Ice forming on the edges of the window Condensation on the edges of the window

Now, this condensation / ice forming gets even worse - on some days whole bottom of the window from the first picture is completely covered with ice / condensation.

My assumption is that heat loss happens here because edges of windows are not properly insulated. Is that assumption a sound one? This doesn't happen on any other windows in the room - condensation / ice always forms on these two windows.

If I am correctly identifying the problem, few questions:

  1. What should I use to improve insulation and prevent heat loss here? Generic caulk?
  2. If I am to use caulk, should I apply it inside or outside?
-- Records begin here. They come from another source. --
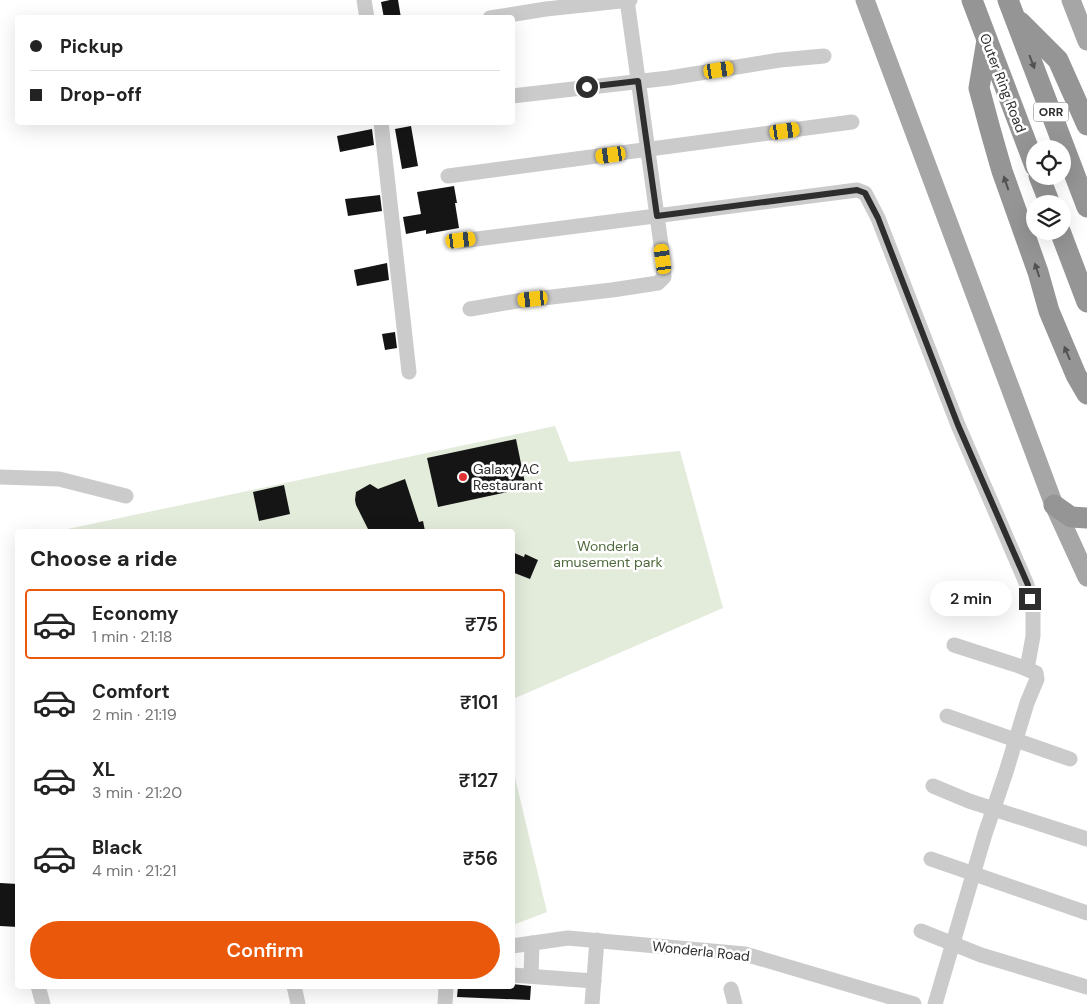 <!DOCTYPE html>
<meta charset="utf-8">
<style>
:root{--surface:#fff;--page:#f6f6f6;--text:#222;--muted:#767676;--line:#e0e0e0;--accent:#ea580c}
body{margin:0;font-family:"DM Sans",sans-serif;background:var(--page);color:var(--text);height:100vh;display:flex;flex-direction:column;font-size:19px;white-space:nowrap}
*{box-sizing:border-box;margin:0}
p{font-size:16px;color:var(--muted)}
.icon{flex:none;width:28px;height:28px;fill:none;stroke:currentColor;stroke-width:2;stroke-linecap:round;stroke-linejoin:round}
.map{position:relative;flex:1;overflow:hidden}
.side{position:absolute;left:15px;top:529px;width:500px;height:460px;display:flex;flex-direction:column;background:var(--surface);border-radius:5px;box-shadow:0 5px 20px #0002}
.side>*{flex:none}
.top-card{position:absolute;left:15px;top:15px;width:500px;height:110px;border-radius:5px;box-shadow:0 5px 20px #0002;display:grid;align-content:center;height:110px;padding:0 15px;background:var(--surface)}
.controls{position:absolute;left:1026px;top:140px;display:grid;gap:10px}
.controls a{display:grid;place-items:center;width:45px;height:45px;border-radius:50%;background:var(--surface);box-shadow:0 5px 20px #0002;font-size:25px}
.end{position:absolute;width:22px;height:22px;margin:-11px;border:6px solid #2e2e2e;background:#fff;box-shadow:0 0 0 2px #fff}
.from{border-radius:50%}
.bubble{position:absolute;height:35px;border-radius:18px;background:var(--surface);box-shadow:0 5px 20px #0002;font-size:16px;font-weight:600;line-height:35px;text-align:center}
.car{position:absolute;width:15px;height:30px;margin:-15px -8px;border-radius:6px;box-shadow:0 0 4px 1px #0007;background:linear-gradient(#f5c518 24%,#345 0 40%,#f5c518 0 76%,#345 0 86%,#f5c518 0)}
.top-card b{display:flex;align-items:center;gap:18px;height:48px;font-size:19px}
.top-card b+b{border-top:1px solid var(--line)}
.top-card i{width:12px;height:12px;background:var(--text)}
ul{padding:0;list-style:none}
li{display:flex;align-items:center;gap:15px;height:70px;margin:0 10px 8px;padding:0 5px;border:2px solid transparent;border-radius:5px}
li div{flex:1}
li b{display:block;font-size:19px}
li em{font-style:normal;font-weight:600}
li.on{border-color:var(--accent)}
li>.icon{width:45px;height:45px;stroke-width:1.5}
h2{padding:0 15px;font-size:22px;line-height:60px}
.action{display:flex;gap:10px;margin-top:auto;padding:10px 15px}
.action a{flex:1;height:58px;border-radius:30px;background:var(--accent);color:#fff;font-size:20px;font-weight:600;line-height:58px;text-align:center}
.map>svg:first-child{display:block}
</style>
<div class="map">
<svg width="1087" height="1004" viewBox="0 0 1087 1004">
<rect width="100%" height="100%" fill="#fff"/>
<!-- green -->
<g fill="#e3ebdb">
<polygon points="555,426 569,462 680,451 723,608 513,699 512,531 58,531"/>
<polygon points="512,765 547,912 513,925 512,925"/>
</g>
<!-- building -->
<g fill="#151515">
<polygon points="390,0 398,0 401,18 384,18 381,2"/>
<polygon points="411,126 418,166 402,169 395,129"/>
<polygon points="372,129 374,145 340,152 337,136"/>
<polygon points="454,186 457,203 455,203 459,228 426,234 426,230 406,234 403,217 421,214 417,192"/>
<polygon points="380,195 382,211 348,216 345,199"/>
<polygon points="387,263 389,280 357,286 354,270"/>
<polygon points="395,332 397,348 385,350 382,334"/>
<polygon points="516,439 526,488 438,507 427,458"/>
<polygon points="405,479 419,522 423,521 425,531 369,531 356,505 355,500 356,492 370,484 378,489"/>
<polygon points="284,485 290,514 259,521 253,492"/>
<polygon points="512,552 524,557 525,554 538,560 530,579 512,572"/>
<polygon points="0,883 18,884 18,927 0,926"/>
<polygon points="512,984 531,986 530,1000 457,997 458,986 512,986"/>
</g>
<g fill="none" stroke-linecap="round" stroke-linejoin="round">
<!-- minor -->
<g stroke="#cbcbcb" stroke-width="15">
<polyline points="364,0 367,18"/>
<polyline points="490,18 546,9 630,0"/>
<polyline points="512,96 669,78 780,60 824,56"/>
<polyline points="381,122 409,372"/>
<polyline points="448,176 852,122"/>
<polyline points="461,241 857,190 865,193 878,218 958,425 1027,585 1033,612 1033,636 1027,669"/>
<polyline points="470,309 517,301 612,290 658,283 664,277 663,259 627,0"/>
<polyline points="0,477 59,479 126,496"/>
<polyline points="947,716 1070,759"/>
<polyline points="933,786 969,801 1087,839"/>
<polyline points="931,859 1087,913"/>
<polyline points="921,931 981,955 1087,987"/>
<polyline points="512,946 568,938 745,954 914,1004"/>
<polyline points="512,975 594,981"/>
<polyline points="531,976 532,943"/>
<polyline points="38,986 43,1004"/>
<polyline points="294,986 298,1004"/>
<polyline points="731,989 735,1004"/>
<polyline points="445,1004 446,986"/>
<polyline points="592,1004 597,940"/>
<polyline points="935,1004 985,834 1006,772 1027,703 1037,679 1036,673 1022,667 954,645"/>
</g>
<!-- major -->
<g stroke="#a6a6a6" stroke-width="19">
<polyline points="865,0 1054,505 1087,577"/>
<polyline points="1071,0 1087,41"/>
</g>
<!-- highway -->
<g stroke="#959595" stroke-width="21">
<polyline points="972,0 1035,166"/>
<polyline points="1008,0 1087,207"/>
<polyline points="1020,22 1058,60 1087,125"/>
<polyline points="987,40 979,88 990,129 1002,171 1038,272 1049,311 1076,375 1087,394"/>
<polyline points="1039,176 1050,204"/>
<polyline points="1060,231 1087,302"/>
<polyline points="1054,505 1071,517 1087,518"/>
</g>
</g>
<!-- one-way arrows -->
<defs><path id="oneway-solid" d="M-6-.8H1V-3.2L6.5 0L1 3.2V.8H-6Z" transform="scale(1.25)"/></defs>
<g fill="#525252">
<use href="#oneway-solid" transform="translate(1032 62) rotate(69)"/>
<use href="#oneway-solid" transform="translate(1006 183) rotate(-109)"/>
<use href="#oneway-solid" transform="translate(1037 270) rotate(-108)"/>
<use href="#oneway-solid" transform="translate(1067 353) rotate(-113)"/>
</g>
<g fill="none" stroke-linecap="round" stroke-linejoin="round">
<!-- route -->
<polyline stroke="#2e2e2e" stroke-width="6" points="587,87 638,81 657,216 857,190 865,193 878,218 958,425 1028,585 1030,599"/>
</g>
<!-- markers -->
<circle fill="#e33134" stroke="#fff" stroke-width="2" cx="463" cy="477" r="5"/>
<g text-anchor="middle" stroke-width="5" stroke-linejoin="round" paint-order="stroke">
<!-- shield labels -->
<rect fill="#fff" stroke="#6d6d6d" stroke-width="1" x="1033.5" y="102.5" width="35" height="19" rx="4"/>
<g font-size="12" font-weight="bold" fill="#2e2e2e">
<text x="1051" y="116">ORR</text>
</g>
<!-- street labels -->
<g font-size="14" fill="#2e2e2e" stroke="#fff">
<text transform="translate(1003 83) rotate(69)" y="5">Outer Ring Road</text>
<text transform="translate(701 951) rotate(6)" y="5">Wonderla Road</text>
</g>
<!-- poi labels -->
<g font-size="14" fill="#2e2e2e" stroke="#fff" text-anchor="start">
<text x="473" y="474">Galaxy AC<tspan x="473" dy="16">Restaurant</tspan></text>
</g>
<!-- park labels -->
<g font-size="14" fill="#4e693b" stroke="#fff">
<text x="608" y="551">Wonderla<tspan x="608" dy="16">amusement park</tspan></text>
</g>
</g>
</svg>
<div class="controls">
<a><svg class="icon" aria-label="locate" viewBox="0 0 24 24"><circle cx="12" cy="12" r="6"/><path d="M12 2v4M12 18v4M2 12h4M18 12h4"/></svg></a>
<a><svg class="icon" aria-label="layers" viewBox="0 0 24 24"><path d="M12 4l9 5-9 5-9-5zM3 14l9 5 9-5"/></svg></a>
</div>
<i class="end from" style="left:587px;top:87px"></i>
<i class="end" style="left:1030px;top:599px"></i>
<div class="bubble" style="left:930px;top:581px;width:82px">2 min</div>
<i class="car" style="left:719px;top:70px;rotate:81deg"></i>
<i class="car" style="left:785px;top:131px;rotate:82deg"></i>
<i class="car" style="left:611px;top:155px;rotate:262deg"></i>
<i class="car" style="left:461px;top:240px;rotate:83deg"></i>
<i class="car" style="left:663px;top:259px;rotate:352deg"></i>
<i class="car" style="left:533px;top:299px;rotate:264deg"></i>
<div class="top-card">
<b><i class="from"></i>Pickup</b>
<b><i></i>Drop-off</b>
</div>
<section class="side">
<h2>Choose a ride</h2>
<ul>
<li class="on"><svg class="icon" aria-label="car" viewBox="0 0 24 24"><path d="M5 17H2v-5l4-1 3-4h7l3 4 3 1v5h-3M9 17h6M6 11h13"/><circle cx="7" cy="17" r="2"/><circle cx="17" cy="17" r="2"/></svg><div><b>Economy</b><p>1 min · 21:18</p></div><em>₹75</em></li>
<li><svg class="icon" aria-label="car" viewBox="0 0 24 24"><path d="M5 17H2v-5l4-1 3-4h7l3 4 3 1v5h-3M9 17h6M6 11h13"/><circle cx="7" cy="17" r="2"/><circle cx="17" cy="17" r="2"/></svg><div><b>Comfort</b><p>2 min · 21:19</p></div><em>₹101</em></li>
<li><svg class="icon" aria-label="car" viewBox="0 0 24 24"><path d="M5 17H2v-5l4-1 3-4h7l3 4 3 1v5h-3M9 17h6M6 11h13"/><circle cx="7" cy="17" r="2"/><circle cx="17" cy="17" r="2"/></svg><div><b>XL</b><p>3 min · 21:20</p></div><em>₹127</em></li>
<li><svg class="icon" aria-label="car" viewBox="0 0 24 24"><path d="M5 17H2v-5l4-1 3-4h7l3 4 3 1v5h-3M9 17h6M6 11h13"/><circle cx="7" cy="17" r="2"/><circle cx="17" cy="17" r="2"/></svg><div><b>Black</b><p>4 min · 21:21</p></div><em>₹56</em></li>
</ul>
<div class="action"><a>Confirm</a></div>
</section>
</div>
Both?

1 Answer 1


Ice forms in that location because 1) heat is lost where the two panes of glass are connected by the metal frame, and 2) cold air sinks to the bottom of the window opening. I don't see any red flags that indicate air leakage or other serious issues. The fact that the entire glass pane frosts up at times reinforces that position. You have simple heat conduction happening, with little or no air movement from exterior to interior.

I've lived in Minnesota for 25 years, and what you see there is nearly unavoidable in extremely cold weather. It's a result of heat loss through the window and excess moisture inside, and it's the reason window film was invented. I realize that the idea of applying film annually isn't terribly appealing, but it's probably your best bet here, short of replacing the windows. Only low-e glass panels and ultra-modern sealing and insulation, coupled with very good indoor humidity management, will completely prevent ice formation.